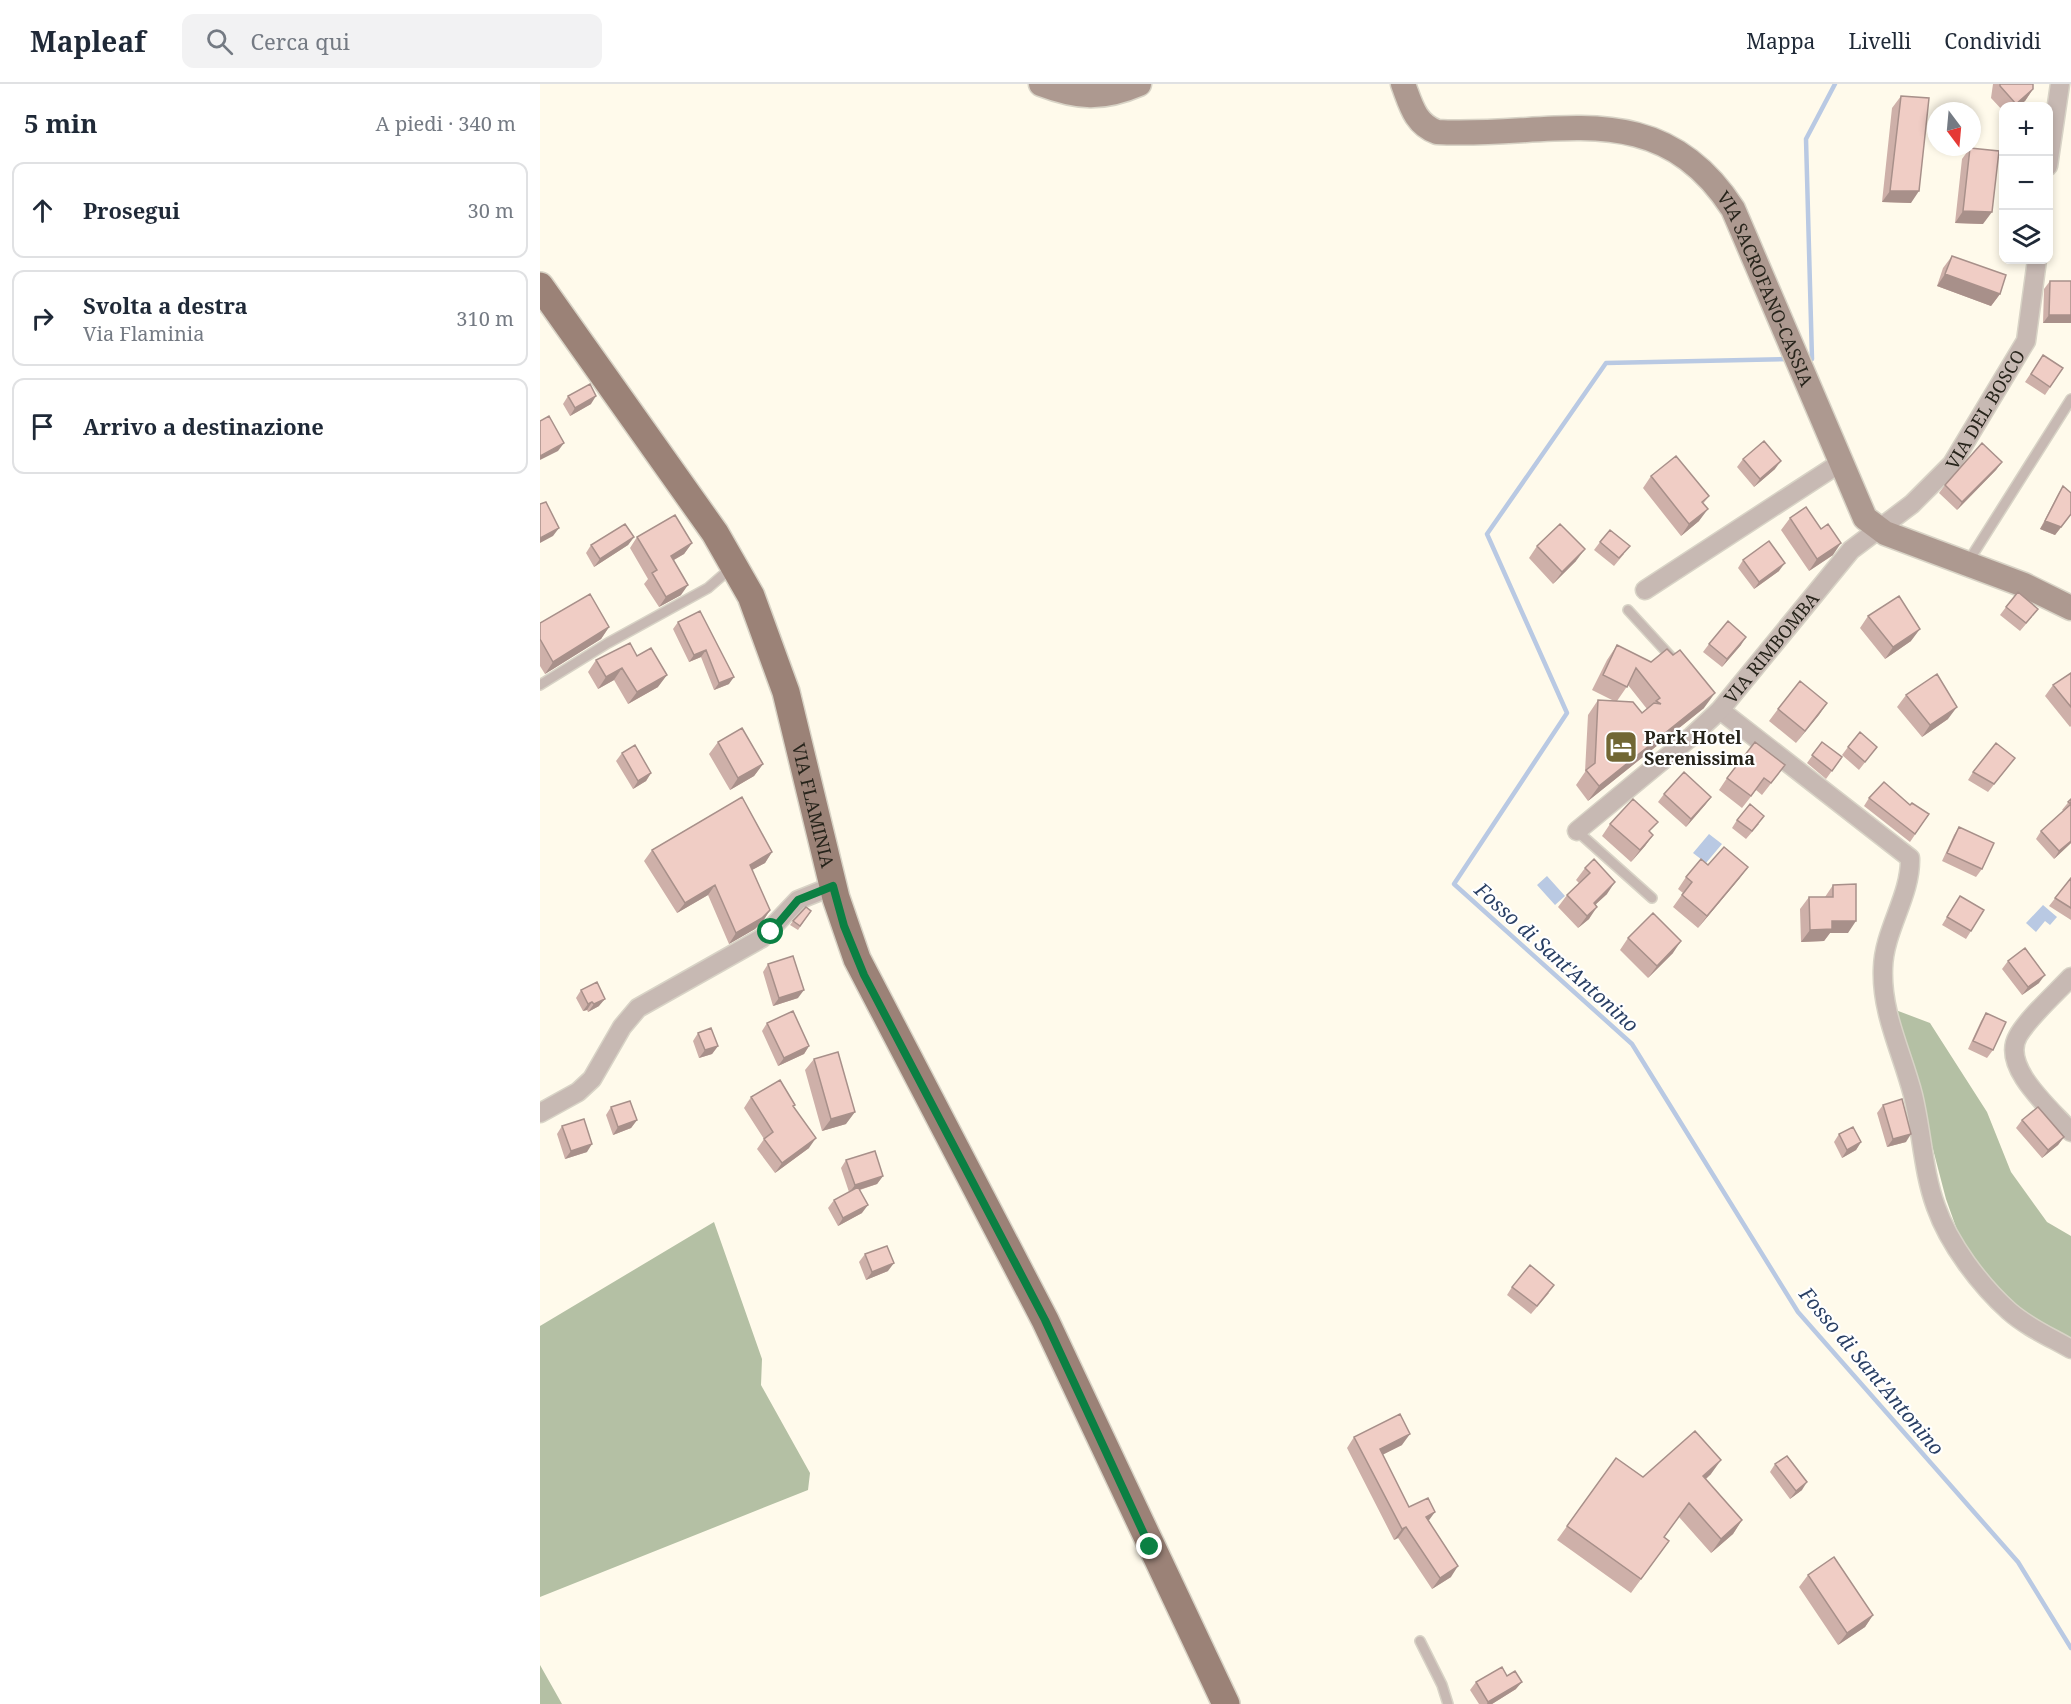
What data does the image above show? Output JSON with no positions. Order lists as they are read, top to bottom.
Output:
{
  "streets": {
    "main road": ["VIA FLAMINIA"],
    "street": ["VIA SACROFANO-CASSIA", "VIA DEL BOSCO", "VIA RIMBOMBA"]
  },
  "crossings": [
    ["VIA SACROFANO-CASSIA", "VIA DEL BOSCO"],
    ["VIA SACROFANO-CASSIA", "VIA RIMBOMBA"],
    ["VIA DEL BOSCO", "VIA RIMBOMBA"]
  ],
  "water": ["Fosso di Sant'Antonino"],
  "places": {
    "hotel": ["Park Hotel Serenissima"]
  },
  "north": "bottom",
  "page": {
    "header": "Mapleaf",
    "search": "Cerca qui",
    "nav": ["Mappa", "Livelli", "Condividi"],
    "heading": ["5 min", "A piedi · 340 m"],
    "map_buttons": ["+", "−"],
    "list": [
      ["Prosegui", "30 m"],
      ["Svolta a destra", "Via Flaminia", "310 m"],
      "Arrivo a destinazione"
    ]
  }
}
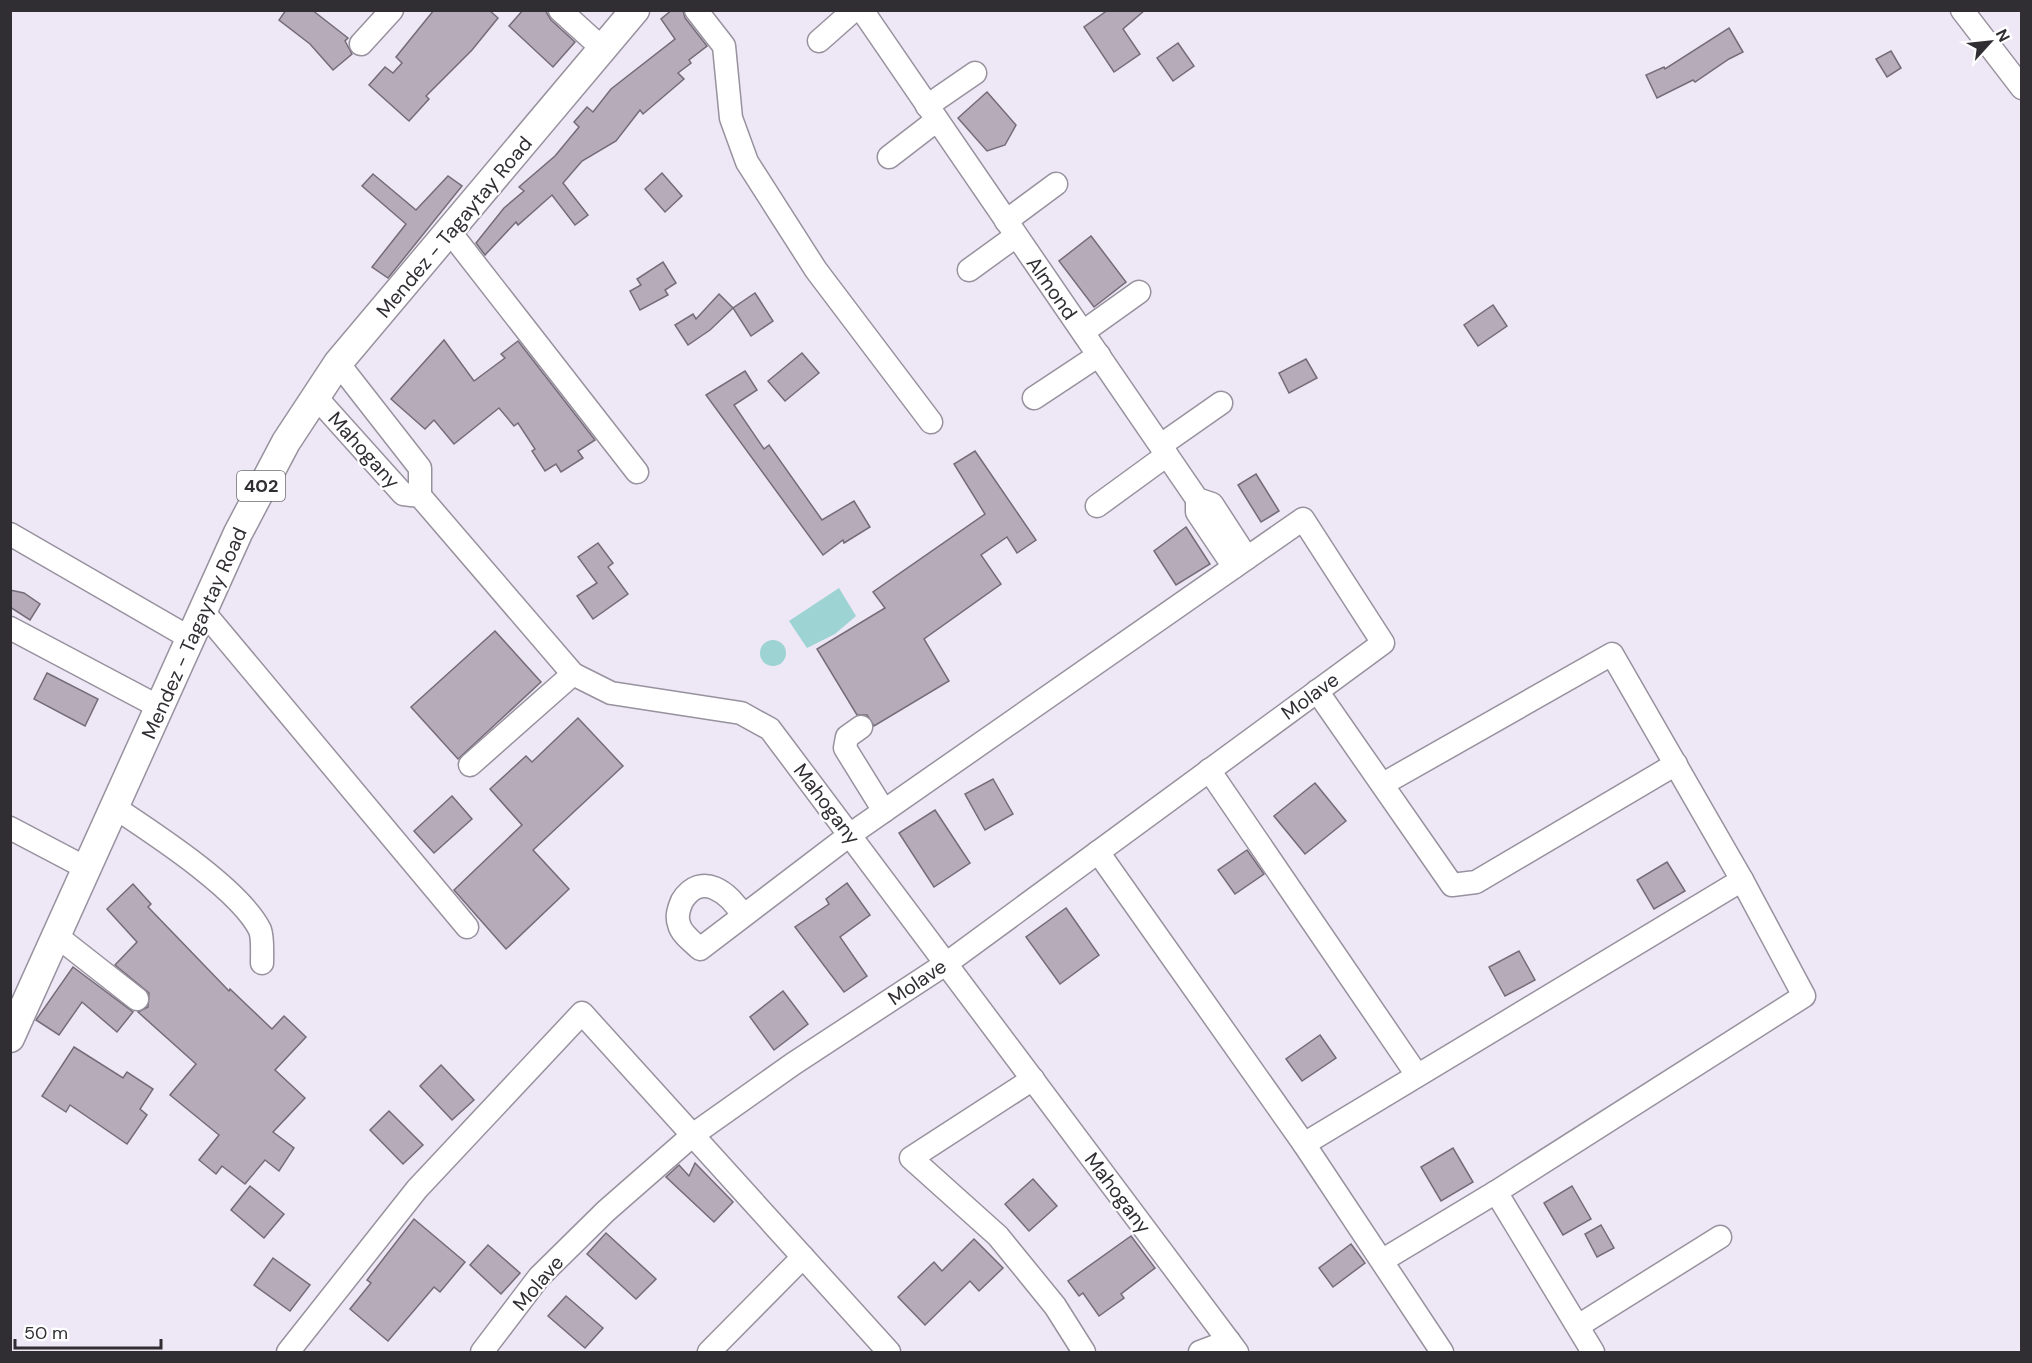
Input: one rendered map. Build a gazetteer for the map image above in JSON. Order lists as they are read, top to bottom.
{
  "streets": {
    "main road": ["Mendez - Tagaytay Road", "402"],
    "street": ["Almond", "Mahogany", "Molave"]
  },
  "crossings": [
    ["Mendez - Tagaytay Road", "Mahogany"],
    ["Almond", "Molave"],
    ["Mahogany", "Molave"]
  ],
  "scale_bar": "50 m",
  "north": "top right"
}
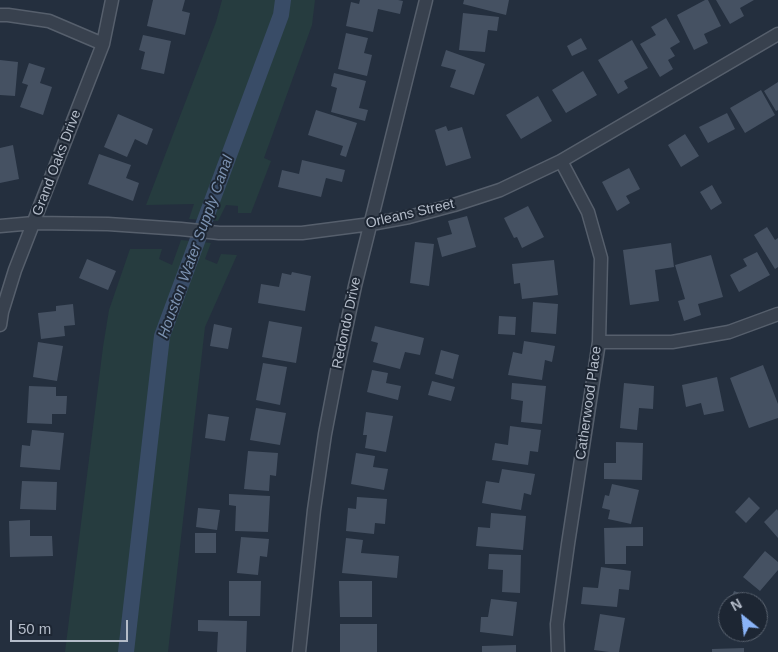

---*---

**WHAT YOU NEED TO DO**
Output every entry word for word, but omit the pictures.

**YOUR RESPONSE**
What data does the image above show? Output JSON with no positions. Order lists as they are read, top to bottom.
Output:
{
  "streets": {
    "main road": ["VIA FLAMINIA"],
    "street": ["VIA SACROFANO-CASSIA", "VIA DEL BOSCO", "VIA RIMBOMBA"]
  },
  "crossings": [
    ["VIA SACROFANO-CASSIA", "VIA DEL BOSCO"],
    ["VIA SACROFANO-CASSIA", "VIA RIMBOMBA"],
    ["VIA DEL BOSCO", "VIA RIMBOMBA"]
  ],
  "water": ["Fosso di Sant'Antonino"],
  "places": {
    "hotel": ["Park Hotel Serenissima"]
  },
  "north": "bottom",
  "page": {
    "header": "Mapleaf",
    "search": "Cerca qui",
    "nav": ["Mappa", "Livelli", "Condividi"],
    "heading": ["5 min", "A piedi · 340 m"],
    "map_buttons": ["+", "−"],
    "list": [
      ["Prosegui", "30 m"],
      ["Svolta a destra", "Via Flaminia", "310 m"],
      "Arrivo a destinazione"
    ]
  }
}
Input: one rendered map. Build a gazetteer for the map image above in JSON. Order lists as they are read, top to bottom.
{
  "streets": {
    "main road": ["Mendez - Tagaytay Road", "402"],
    "street": ["Almond", "Mahogany", "Molave"]
  },
  "crossings": [
    ["Mendez - Tagaytay Road", "Mahogany"],
    ["Almond", "Molave"],
    ["Mahogany", "Molave"]
  ],
  "scale_bar": "50 m",
  "north": "top right"
}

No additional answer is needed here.